In the data below, find each line carrying the string "nowrap" and copy it out.

Records for this task Start Marker

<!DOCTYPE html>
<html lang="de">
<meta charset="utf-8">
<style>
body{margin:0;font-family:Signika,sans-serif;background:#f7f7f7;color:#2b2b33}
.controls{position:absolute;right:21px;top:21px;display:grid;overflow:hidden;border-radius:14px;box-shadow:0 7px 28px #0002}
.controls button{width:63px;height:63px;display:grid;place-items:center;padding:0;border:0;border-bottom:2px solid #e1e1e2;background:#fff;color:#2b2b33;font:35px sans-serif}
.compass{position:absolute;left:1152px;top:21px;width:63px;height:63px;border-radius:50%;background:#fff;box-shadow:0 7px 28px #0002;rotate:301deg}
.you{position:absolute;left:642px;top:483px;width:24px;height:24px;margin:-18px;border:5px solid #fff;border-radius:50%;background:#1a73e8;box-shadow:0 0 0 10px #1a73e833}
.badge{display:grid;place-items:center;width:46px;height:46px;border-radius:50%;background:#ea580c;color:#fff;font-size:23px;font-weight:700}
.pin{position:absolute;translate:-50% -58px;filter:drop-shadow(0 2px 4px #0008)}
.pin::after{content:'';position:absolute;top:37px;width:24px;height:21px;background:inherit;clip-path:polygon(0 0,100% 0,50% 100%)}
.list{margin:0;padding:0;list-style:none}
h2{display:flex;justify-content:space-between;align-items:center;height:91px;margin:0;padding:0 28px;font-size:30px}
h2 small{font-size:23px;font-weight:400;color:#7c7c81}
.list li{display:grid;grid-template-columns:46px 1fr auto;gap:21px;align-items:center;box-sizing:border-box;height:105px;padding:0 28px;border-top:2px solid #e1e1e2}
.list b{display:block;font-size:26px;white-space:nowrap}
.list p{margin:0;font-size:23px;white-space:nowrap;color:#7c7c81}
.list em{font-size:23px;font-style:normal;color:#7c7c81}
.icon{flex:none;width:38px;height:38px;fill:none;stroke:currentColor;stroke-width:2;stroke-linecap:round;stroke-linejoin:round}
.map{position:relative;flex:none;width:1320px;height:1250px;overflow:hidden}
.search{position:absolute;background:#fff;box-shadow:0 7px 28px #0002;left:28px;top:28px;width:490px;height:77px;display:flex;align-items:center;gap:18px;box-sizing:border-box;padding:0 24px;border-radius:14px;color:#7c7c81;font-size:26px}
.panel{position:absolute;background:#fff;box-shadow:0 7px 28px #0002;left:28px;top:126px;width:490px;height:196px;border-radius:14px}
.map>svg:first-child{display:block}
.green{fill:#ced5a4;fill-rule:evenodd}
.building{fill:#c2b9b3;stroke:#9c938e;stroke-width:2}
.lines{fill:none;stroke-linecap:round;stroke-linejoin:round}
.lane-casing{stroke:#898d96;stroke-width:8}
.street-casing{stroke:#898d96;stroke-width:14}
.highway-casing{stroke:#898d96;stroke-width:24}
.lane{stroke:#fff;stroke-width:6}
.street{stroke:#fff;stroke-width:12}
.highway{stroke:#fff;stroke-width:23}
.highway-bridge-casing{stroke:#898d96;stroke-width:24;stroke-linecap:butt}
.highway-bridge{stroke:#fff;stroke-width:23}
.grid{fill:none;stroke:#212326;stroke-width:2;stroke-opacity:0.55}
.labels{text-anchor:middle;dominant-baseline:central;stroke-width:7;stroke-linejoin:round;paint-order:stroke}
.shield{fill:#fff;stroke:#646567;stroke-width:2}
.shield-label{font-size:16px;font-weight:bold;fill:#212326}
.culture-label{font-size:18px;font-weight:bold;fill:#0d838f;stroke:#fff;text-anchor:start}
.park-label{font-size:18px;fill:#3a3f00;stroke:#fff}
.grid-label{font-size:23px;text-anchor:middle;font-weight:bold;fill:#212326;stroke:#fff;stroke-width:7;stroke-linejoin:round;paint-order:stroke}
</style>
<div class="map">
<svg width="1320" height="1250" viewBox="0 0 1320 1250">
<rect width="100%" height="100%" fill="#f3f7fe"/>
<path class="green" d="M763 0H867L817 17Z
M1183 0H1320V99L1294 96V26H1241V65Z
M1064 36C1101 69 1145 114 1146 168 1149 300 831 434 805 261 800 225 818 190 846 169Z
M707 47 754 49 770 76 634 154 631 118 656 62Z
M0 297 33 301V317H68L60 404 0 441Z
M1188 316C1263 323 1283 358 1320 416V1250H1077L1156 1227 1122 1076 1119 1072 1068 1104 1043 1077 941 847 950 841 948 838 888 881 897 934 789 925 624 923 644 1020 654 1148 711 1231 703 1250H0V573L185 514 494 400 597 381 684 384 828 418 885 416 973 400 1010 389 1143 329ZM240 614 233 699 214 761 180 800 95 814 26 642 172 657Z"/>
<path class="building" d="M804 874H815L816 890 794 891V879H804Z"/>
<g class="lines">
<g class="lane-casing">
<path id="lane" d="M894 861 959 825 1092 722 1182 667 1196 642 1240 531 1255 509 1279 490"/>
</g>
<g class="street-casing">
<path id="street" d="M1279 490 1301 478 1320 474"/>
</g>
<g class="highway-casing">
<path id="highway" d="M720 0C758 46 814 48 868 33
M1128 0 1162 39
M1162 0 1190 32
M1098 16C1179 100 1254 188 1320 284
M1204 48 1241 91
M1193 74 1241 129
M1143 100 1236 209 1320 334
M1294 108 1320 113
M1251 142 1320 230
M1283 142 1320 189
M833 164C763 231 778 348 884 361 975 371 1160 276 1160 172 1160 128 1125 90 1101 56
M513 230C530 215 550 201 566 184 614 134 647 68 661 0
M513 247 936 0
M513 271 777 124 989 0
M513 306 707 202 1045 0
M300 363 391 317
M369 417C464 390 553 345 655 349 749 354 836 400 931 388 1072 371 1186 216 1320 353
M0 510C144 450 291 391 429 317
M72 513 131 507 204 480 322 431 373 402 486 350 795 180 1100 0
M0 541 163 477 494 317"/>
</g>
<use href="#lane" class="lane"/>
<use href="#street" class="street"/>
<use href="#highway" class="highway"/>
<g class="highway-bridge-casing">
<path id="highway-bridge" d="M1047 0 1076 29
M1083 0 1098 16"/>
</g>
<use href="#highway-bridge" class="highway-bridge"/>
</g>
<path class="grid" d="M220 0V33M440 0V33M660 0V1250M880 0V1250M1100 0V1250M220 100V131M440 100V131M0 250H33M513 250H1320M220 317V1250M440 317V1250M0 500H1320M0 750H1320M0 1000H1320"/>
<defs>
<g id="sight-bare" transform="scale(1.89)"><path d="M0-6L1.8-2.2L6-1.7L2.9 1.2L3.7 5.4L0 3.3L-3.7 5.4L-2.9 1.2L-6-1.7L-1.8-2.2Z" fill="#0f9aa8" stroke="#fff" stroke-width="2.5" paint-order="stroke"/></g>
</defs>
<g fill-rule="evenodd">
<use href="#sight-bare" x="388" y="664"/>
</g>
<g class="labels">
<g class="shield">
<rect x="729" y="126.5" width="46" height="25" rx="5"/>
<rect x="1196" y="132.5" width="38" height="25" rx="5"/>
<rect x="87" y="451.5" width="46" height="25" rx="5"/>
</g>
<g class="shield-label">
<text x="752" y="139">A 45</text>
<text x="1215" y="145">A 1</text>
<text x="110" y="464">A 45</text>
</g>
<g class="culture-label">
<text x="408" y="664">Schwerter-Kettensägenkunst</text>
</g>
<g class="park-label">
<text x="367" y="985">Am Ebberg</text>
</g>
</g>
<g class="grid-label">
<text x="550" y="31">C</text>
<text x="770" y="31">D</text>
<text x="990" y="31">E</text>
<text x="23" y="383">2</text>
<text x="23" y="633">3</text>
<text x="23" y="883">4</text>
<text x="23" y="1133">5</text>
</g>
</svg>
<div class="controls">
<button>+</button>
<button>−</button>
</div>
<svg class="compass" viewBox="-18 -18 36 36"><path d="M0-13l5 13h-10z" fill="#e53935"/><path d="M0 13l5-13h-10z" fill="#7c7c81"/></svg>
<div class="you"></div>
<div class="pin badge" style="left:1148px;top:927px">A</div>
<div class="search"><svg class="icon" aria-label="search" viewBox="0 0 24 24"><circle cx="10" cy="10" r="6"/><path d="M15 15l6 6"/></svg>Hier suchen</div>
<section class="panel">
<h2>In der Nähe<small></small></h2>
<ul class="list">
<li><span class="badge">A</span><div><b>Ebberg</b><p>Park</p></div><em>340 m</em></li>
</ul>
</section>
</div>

Records for this task End Marker

# Result of this task:
.list b{display:block;font-size:26px;white-space:nowrap}
.list p{margin:0;font-size:23px;white-space:nowrap;color:#7c7c81}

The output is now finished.